Despite the availability of several evidence-based therapies and non-pharmacological strategies to improve control of symptoms and prevent exacerbations of asthma, patients with asthma continue to be at risk for mortality and morbidity.
Previous trials have demonstrated the potentially beneficial effects of the long-acting muscarinic antagonist (LAMA) tiotropium on lung function in patients with asthma; however, a definitive conclusion on the benefit of LAMA in asthma is lacking, as is information on where in the current step-wise management strategy they would be most beneficial.
To assess the efficacy and safety of a LAMA added to any dose of an inhaled corticosteroid (ICS) compared with the same dose of ICS alone for adults whose asthma is not well controlled.
We searched the Cochrane Airways Group Specialised Register (CAGR) from inception to April 2015, and we imposed no restriction on language of publication.
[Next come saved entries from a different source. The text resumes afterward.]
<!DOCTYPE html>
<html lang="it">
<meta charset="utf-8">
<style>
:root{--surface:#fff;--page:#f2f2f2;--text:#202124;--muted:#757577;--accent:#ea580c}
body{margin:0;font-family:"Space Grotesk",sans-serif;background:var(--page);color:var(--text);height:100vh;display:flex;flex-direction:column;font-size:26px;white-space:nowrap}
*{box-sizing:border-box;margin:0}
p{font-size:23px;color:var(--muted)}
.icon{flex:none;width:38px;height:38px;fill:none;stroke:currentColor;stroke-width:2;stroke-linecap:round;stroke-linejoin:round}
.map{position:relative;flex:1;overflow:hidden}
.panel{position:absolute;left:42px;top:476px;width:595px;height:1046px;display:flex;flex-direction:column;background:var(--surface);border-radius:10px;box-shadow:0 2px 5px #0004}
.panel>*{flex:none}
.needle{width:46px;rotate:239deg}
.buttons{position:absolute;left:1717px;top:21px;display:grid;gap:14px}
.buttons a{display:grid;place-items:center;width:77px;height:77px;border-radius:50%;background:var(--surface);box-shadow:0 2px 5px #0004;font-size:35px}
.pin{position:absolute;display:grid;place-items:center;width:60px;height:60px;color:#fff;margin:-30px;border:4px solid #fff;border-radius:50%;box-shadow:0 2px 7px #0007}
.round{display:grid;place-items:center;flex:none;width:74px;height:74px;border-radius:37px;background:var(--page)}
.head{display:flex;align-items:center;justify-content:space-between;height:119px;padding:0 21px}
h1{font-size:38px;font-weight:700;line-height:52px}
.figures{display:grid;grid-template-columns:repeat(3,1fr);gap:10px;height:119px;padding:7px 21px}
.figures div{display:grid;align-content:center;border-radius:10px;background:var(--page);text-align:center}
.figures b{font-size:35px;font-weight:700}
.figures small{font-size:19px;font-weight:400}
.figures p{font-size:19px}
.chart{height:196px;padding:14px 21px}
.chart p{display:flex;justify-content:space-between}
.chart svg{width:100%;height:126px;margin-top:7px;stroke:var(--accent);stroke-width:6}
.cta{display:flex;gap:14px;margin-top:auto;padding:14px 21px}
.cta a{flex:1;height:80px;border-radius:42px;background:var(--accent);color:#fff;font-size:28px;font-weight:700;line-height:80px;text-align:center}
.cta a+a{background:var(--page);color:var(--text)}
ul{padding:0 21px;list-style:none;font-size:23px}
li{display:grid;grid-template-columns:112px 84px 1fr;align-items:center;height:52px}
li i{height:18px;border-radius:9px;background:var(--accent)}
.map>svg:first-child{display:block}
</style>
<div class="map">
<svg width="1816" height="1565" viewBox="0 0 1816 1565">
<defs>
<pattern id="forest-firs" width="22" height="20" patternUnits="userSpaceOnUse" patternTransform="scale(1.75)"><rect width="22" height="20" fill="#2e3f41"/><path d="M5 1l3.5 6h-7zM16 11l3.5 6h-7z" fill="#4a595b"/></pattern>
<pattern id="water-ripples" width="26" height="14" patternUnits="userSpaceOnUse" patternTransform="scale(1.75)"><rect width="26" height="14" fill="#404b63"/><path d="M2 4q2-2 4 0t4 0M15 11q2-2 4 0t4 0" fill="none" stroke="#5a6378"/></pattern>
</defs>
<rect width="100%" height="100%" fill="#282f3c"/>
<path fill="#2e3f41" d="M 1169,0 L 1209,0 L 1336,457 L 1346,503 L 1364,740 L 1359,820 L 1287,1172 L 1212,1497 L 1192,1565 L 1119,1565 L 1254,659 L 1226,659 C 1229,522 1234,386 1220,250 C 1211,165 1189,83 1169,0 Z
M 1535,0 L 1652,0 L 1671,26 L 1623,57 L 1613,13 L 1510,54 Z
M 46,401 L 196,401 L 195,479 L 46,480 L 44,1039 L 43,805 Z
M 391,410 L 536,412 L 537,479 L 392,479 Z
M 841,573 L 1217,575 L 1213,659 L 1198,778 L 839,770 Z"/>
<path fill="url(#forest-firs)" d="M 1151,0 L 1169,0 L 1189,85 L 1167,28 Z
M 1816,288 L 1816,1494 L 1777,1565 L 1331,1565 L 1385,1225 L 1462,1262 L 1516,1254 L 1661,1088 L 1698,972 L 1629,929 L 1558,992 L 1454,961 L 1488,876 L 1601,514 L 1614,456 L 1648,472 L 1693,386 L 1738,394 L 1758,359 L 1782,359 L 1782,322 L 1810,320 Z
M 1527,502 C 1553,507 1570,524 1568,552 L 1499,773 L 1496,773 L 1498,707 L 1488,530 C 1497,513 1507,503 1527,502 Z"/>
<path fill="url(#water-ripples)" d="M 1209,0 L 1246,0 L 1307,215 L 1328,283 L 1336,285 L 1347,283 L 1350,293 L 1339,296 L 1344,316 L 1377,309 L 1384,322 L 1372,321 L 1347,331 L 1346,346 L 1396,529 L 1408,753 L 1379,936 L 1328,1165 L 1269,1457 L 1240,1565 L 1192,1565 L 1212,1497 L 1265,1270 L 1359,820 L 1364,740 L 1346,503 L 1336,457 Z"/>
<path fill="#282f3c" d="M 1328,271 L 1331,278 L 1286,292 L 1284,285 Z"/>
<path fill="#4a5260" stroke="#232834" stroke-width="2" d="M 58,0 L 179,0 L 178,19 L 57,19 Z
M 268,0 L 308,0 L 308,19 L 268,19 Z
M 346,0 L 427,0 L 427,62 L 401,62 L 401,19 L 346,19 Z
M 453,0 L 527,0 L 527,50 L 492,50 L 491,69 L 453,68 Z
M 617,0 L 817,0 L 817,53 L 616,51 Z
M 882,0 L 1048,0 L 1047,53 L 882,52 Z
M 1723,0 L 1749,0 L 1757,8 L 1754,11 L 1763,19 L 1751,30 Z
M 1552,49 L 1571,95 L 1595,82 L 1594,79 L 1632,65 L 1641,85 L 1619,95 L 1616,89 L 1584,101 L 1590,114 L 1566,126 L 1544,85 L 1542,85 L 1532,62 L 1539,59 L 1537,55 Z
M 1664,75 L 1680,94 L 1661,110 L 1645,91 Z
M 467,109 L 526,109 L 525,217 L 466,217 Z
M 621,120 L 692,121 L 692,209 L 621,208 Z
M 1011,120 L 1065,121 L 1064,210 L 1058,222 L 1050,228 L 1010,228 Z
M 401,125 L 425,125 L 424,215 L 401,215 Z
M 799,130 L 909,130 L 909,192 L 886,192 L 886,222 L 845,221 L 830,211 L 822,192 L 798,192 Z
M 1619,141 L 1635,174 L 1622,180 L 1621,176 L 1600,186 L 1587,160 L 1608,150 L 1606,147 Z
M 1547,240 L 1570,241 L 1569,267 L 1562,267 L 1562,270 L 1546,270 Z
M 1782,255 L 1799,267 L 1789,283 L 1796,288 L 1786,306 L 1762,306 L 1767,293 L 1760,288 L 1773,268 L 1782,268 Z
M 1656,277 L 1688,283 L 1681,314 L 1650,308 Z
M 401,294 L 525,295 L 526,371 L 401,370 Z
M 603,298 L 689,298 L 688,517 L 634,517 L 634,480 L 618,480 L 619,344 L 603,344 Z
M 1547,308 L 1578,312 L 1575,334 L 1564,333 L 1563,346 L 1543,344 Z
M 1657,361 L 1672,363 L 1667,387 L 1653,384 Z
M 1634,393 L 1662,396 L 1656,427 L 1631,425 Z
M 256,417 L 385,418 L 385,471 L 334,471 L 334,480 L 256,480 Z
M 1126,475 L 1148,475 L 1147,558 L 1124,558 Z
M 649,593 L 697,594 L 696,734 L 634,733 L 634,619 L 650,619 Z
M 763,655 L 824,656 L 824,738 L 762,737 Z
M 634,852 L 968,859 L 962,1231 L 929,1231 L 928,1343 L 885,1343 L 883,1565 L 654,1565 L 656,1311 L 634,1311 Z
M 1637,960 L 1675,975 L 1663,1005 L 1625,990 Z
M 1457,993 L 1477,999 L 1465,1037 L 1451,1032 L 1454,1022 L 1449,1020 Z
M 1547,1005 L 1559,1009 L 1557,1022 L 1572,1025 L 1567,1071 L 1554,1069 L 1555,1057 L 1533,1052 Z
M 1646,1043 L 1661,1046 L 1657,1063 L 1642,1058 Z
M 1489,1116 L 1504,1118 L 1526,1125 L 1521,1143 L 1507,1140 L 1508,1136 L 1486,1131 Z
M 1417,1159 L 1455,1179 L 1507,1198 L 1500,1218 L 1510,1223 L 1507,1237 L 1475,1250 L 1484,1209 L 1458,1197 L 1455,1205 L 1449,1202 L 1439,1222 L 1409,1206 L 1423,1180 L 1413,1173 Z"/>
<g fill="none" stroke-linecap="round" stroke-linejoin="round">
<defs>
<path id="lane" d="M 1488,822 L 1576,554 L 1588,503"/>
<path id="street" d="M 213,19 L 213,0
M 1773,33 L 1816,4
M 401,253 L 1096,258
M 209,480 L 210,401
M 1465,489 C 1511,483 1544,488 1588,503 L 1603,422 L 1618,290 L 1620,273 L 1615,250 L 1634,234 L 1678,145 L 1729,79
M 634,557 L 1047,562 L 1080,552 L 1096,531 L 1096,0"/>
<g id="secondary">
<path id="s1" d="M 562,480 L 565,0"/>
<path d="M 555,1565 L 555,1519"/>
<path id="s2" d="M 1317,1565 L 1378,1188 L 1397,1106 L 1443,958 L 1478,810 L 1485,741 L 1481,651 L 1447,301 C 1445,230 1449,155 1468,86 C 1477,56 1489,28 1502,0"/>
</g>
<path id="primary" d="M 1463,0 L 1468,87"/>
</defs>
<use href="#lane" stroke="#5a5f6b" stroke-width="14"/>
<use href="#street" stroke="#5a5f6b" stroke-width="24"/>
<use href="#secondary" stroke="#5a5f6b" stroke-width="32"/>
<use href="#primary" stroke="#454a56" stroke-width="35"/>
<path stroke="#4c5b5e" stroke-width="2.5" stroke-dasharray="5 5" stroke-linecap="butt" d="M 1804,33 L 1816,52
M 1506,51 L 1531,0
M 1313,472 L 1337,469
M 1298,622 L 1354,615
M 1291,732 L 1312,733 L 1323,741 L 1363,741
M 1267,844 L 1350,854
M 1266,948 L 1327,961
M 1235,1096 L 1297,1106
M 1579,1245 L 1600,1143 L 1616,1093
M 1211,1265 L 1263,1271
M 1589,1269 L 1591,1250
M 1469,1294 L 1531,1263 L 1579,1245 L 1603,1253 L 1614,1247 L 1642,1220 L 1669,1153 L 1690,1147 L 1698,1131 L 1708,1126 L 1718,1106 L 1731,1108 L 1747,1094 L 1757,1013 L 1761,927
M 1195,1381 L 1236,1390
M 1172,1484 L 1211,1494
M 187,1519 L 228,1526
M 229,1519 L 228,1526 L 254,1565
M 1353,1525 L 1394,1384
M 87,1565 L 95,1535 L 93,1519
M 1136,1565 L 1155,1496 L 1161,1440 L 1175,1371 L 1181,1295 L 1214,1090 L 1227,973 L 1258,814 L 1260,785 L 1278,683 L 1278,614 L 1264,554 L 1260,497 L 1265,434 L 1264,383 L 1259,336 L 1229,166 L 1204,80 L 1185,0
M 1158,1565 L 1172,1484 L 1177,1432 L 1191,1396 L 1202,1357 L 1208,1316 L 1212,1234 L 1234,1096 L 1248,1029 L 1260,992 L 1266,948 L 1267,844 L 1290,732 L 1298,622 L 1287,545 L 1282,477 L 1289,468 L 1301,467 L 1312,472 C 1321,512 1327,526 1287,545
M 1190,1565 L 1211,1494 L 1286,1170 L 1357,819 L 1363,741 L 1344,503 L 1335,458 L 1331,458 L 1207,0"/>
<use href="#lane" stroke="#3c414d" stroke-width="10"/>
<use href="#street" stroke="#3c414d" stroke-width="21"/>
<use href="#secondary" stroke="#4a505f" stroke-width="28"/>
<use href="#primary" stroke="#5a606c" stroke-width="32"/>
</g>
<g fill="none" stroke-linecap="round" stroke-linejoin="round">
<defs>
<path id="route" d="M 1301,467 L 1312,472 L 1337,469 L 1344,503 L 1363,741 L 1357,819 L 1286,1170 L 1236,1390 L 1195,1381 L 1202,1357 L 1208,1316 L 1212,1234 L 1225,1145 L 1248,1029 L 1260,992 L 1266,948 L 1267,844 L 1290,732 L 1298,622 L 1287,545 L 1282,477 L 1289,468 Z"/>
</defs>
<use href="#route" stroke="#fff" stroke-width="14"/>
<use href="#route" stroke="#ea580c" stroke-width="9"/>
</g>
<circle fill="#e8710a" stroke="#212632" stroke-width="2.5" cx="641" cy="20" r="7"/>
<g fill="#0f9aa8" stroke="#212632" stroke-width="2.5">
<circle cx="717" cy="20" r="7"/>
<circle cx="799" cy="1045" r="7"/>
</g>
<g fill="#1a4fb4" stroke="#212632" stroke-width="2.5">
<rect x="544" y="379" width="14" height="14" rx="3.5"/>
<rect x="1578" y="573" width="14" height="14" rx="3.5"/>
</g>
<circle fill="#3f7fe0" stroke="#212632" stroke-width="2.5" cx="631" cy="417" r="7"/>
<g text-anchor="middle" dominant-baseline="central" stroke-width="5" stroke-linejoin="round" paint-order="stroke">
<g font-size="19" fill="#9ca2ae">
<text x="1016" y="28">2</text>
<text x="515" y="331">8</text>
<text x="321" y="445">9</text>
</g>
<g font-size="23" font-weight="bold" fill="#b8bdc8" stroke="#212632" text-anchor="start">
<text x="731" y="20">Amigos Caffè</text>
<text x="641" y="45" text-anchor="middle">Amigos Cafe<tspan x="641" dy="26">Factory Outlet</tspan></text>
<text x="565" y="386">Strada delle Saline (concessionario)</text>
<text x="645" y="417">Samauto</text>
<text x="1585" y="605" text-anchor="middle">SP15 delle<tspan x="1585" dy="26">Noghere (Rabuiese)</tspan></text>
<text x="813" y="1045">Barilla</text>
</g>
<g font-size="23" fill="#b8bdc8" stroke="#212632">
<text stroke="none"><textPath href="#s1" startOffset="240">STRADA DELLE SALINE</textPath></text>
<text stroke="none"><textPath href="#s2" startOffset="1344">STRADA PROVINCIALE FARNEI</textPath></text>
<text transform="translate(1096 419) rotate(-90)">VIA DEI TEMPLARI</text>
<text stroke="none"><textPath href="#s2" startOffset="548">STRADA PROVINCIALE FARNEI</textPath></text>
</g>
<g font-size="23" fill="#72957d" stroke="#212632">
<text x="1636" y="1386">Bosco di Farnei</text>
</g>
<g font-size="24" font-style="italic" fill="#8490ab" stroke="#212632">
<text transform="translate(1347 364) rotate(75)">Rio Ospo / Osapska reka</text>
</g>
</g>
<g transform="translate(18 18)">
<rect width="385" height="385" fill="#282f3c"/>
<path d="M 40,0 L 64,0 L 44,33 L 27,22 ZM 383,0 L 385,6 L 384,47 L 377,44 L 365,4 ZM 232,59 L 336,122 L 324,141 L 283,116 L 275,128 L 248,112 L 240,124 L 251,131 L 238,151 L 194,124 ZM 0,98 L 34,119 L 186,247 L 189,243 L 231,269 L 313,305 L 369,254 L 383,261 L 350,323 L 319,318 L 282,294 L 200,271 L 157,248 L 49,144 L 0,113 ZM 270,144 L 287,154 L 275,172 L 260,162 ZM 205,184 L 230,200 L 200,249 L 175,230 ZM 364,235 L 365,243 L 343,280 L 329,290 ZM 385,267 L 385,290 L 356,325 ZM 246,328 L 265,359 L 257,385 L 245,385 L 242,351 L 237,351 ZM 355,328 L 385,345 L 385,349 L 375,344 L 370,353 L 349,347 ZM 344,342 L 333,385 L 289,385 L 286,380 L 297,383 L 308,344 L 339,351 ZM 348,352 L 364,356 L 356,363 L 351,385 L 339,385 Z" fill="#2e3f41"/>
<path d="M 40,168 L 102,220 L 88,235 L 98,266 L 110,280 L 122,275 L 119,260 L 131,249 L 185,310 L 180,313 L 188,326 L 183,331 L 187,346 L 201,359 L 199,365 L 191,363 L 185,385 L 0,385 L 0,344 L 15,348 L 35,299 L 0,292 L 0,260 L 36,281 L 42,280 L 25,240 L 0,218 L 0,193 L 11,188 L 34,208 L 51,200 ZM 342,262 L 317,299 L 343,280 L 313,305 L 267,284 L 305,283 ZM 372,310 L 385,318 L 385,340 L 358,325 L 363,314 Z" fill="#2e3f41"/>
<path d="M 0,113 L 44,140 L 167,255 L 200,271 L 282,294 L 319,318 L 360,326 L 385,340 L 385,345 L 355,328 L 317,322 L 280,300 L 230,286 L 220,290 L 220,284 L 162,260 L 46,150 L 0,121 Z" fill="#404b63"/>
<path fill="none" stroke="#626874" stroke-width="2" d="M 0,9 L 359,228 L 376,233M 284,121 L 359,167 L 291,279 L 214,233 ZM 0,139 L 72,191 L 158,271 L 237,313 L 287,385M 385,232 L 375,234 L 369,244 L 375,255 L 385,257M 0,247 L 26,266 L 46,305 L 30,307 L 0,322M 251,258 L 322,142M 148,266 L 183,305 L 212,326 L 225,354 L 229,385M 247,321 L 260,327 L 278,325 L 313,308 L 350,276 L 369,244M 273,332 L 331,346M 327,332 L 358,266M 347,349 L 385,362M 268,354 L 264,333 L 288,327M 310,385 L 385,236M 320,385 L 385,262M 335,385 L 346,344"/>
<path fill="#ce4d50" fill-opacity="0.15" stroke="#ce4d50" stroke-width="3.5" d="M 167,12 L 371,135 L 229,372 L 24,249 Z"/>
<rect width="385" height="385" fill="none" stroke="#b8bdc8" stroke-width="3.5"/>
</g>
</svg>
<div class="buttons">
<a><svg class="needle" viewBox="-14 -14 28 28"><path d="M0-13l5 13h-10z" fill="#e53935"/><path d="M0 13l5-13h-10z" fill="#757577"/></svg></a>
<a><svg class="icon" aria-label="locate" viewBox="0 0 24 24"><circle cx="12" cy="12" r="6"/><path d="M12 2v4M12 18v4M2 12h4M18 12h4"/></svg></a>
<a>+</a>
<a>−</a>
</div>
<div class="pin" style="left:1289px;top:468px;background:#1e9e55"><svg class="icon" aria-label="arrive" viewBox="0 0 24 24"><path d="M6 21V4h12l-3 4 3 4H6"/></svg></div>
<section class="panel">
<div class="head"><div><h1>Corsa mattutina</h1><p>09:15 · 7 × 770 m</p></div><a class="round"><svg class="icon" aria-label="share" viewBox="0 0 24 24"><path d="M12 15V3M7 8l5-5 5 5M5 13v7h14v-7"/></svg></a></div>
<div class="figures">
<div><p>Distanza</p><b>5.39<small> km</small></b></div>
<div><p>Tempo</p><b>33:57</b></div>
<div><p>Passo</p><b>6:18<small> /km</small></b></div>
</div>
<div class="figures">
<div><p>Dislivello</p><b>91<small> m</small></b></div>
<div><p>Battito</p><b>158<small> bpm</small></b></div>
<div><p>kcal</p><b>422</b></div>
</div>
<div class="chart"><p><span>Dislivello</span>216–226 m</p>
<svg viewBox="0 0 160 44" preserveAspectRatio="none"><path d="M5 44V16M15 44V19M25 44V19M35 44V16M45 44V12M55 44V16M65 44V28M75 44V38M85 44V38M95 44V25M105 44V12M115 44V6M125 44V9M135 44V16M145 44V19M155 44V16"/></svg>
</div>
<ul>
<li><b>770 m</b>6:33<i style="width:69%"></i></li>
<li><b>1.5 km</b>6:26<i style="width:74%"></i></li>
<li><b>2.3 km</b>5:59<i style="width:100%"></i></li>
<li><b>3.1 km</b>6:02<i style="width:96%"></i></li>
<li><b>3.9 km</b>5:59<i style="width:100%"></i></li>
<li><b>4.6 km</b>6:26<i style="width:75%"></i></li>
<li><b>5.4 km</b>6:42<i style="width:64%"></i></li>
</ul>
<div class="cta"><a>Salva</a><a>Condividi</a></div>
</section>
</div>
We also searched clinicaltrials.gov, the World Health Organization (WHO) trials portal and drug company registries to identify unpublished studies.
We searched for parallel and cross-over randomised controlled trials in which adults whose asthma was not well controlled by ICS alone were randomly assigned to receive LAMA add-on or placebo (both combined with ICS) for at least 12 weeks.
Two review authors independently screened the searches and extracted data from study reports. We used Covidence for duplicate screening, extraction of study characteristics and numerical data and risk of bias ratings. Pre-specified primary outcomes included exacerbations requiring oral corticosteroids, quality of life and all-cause serious adverse events.
We identified five studies that met the inclusion criteria. All studies applied a double-blind, double-dummy design, and the population of all studies totalled 2563 adult participants. Study duration ranged from 12 weeks to 52 weeks, and risk of bias across domains in all studies was low. Trials included more women than men (33% to 47% male), and mean age of participants ranged from 41 to 48 years. Participants generally had a long history of asthma, and mean baseline predicted forced expiratory volume in one second (FEV1) was between 72% and 75% in three studies reporting pre-bronchodilator values.
The rate of exacerbations requiring oral corticosteroids (OCS) was lower in patients prescribed an LAMA add-on than in those receiving the same dose of ICS alone (odds ratio (OR) 0.65, 95% confidence interval (CI) 0.46 to 0.93; 2277 participants; four studies; I2 = 0%; high-quality evidence), meaning that 27 fewer people per 1000 would have an exacerbation over 21 weeks requiring OCS with LAMA compared with ICS alone (95% CI 42 fewer to 6 fewer).
All-cause serious adverse events (SAEs) and exacerbations requiring hospital admission were rare and the effects too imprecise to permit firm conclusions, but effects suggested that LAMA add-on may be associated with fewer of both compared with ICS alone (SAEs: OR 0.60, 95% CI 0.23 to 1.57; 2532 participants; four studies; low-quality evidence; exacerbations requiring hospital admission: OR 0.42, 95% CI 0.12 to 1.47; 2562 participants; five studies; moderate-quality evidence). Additional therapy with a LAMA showed no clear benefit in terms of quality of life compared with ICS given alone; high-quality evidence showed only a small mean improvement in quality of life as measured on the Asthma Quality of Life Questionnaire (AQLQ), which was not statistically significant. The same was true for asthma control as measured on the Asthma Control Questionnaire (ACQ), which was based on moderate-quality evidence. LAMA combined with ICS showed consistent benefit in a range of lung function measures compared with the same dose of ICS alone, and LAMA was not associated with significantly higher rates of adverse events than were reported with placebo.